TO DO
Check every line of the entries below for the word "service". Then give the number of lines that have it, with nothing added.

SUPPLIED ENTRIES
++++++++++
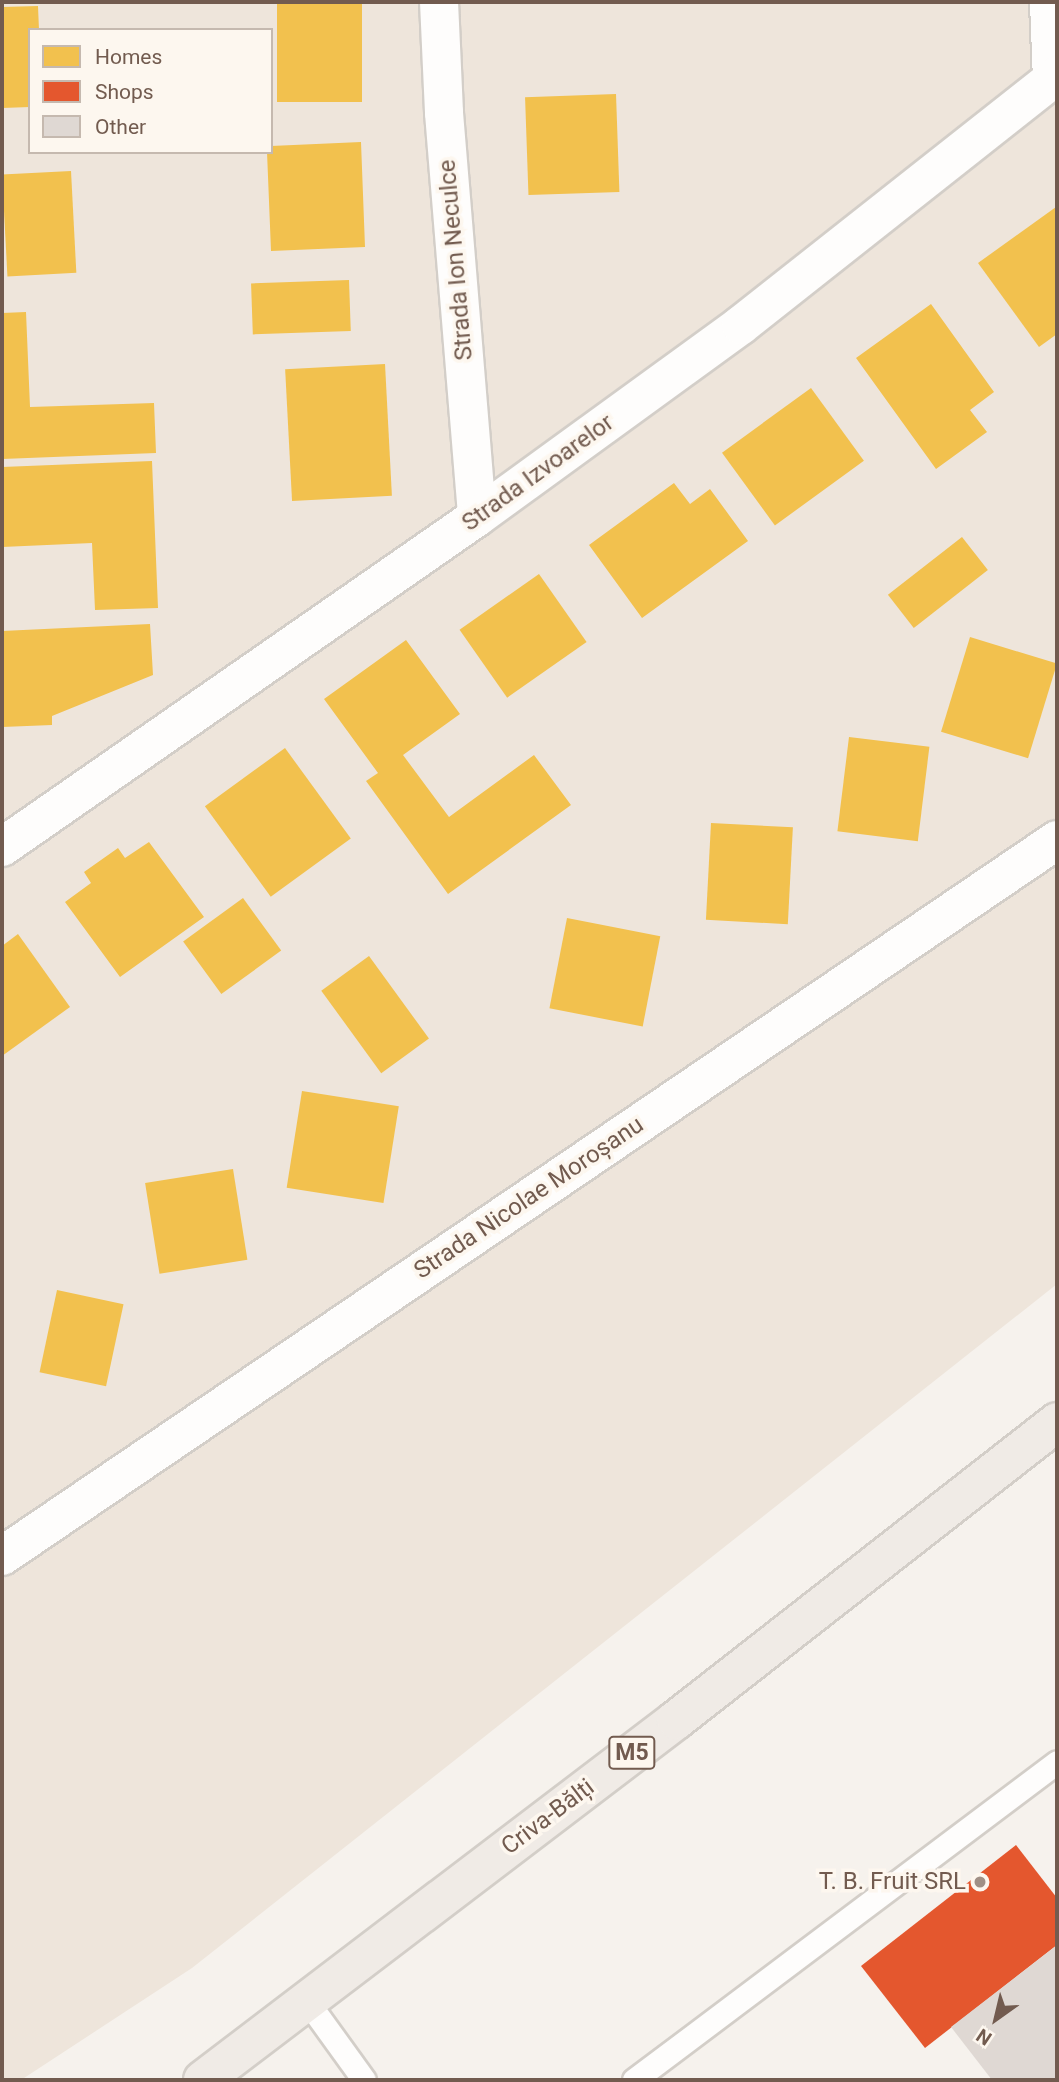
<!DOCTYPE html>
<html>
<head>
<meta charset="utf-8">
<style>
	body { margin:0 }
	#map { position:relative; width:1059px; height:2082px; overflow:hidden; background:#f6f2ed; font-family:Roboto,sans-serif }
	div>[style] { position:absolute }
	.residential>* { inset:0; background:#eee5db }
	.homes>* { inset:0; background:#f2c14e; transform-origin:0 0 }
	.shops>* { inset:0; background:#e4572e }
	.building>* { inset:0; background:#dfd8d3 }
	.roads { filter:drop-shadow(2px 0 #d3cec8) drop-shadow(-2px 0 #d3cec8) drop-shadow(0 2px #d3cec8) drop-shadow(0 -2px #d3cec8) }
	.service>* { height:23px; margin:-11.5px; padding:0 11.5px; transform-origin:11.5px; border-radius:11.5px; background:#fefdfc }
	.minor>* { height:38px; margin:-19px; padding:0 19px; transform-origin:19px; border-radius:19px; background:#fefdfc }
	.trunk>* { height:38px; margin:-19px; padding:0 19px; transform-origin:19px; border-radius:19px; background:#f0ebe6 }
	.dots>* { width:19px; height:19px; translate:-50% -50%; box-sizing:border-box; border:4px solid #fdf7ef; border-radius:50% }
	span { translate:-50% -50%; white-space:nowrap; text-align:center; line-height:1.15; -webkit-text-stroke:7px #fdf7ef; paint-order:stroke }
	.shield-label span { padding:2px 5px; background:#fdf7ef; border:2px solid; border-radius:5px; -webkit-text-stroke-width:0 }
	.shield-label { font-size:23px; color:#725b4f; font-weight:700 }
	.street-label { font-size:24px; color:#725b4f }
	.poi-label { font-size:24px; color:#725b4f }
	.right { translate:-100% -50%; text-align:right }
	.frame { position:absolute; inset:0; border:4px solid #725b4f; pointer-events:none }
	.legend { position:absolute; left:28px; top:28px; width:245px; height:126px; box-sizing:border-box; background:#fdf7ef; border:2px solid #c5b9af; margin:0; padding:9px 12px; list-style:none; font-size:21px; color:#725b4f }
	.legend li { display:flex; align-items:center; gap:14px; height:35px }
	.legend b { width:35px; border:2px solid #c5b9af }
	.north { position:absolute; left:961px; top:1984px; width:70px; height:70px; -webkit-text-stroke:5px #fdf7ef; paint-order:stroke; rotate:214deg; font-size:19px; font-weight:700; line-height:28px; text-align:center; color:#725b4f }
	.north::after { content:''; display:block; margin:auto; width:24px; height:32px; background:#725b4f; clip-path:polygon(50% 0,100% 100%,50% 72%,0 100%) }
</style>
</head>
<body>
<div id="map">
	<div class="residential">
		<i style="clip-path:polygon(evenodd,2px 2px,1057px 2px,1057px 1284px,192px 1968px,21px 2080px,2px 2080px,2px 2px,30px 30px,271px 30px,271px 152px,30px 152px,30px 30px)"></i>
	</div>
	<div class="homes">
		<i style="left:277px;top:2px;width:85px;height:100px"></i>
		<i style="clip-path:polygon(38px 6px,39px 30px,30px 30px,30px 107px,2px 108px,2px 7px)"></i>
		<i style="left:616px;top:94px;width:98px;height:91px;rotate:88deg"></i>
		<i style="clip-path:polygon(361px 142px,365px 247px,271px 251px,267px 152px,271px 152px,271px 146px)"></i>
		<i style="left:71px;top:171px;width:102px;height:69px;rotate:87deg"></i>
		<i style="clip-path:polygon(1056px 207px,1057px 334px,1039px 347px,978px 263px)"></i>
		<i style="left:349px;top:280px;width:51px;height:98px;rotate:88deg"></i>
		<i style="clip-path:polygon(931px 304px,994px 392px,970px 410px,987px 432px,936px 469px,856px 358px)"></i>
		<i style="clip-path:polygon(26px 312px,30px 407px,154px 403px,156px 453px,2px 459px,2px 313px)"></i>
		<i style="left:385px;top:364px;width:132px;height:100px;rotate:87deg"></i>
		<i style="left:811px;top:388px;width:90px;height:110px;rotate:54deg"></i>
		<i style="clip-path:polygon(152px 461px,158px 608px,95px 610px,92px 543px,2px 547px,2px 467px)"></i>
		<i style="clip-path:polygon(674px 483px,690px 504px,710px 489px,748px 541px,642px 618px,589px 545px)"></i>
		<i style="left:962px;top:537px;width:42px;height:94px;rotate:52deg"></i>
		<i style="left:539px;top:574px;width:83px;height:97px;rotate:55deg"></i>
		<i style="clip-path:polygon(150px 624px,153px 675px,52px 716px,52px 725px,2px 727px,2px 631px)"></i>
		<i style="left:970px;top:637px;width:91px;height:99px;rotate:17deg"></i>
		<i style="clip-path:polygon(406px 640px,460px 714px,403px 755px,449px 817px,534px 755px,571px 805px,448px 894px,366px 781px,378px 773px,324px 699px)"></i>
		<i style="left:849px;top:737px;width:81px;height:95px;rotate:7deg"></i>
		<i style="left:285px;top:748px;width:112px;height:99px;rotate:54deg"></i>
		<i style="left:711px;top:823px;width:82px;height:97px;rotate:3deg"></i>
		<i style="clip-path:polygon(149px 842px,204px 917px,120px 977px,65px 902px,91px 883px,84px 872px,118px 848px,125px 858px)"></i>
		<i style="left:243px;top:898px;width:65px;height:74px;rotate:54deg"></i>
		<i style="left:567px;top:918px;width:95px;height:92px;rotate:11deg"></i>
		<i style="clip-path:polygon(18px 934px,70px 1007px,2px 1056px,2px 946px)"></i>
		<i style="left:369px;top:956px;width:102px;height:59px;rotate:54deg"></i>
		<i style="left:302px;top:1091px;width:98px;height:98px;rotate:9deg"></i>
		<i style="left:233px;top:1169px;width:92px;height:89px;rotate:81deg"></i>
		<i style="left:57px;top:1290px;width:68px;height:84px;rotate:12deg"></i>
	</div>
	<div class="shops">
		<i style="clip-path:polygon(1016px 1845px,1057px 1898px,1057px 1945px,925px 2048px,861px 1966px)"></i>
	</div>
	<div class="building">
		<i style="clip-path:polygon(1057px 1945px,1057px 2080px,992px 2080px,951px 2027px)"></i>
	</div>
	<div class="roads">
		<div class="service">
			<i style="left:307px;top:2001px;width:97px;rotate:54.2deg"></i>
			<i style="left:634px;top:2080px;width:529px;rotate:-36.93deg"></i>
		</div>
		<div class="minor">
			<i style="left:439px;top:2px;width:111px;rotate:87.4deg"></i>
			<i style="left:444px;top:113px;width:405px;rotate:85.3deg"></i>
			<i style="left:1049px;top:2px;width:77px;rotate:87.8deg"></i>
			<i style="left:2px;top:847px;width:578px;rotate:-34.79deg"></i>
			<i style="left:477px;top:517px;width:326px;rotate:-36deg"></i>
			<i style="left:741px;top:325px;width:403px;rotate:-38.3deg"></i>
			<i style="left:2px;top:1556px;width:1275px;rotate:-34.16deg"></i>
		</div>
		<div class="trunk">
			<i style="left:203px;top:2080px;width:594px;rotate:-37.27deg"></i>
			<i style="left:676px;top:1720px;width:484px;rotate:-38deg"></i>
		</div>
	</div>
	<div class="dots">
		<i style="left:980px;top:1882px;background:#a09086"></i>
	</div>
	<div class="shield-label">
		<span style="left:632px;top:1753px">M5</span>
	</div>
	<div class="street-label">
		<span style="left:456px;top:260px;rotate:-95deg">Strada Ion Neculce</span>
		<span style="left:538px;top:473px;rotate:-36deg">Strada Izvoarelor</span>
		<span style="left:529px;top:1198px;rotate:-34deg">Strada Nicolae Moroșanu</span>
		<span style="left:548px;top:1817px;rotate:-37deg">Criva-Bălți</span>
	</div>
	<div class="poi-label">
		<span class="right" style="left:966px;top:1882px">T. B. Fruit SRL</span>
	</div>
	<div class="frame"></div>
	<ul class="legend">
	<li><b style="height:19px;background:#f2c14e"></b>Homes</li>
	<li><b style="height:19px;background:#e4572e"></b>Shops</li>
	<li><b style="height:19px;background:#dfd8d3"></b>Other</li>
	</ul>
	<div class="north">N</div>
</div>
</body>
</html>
++++++++++
RESULT OF THIS EXERCISE
2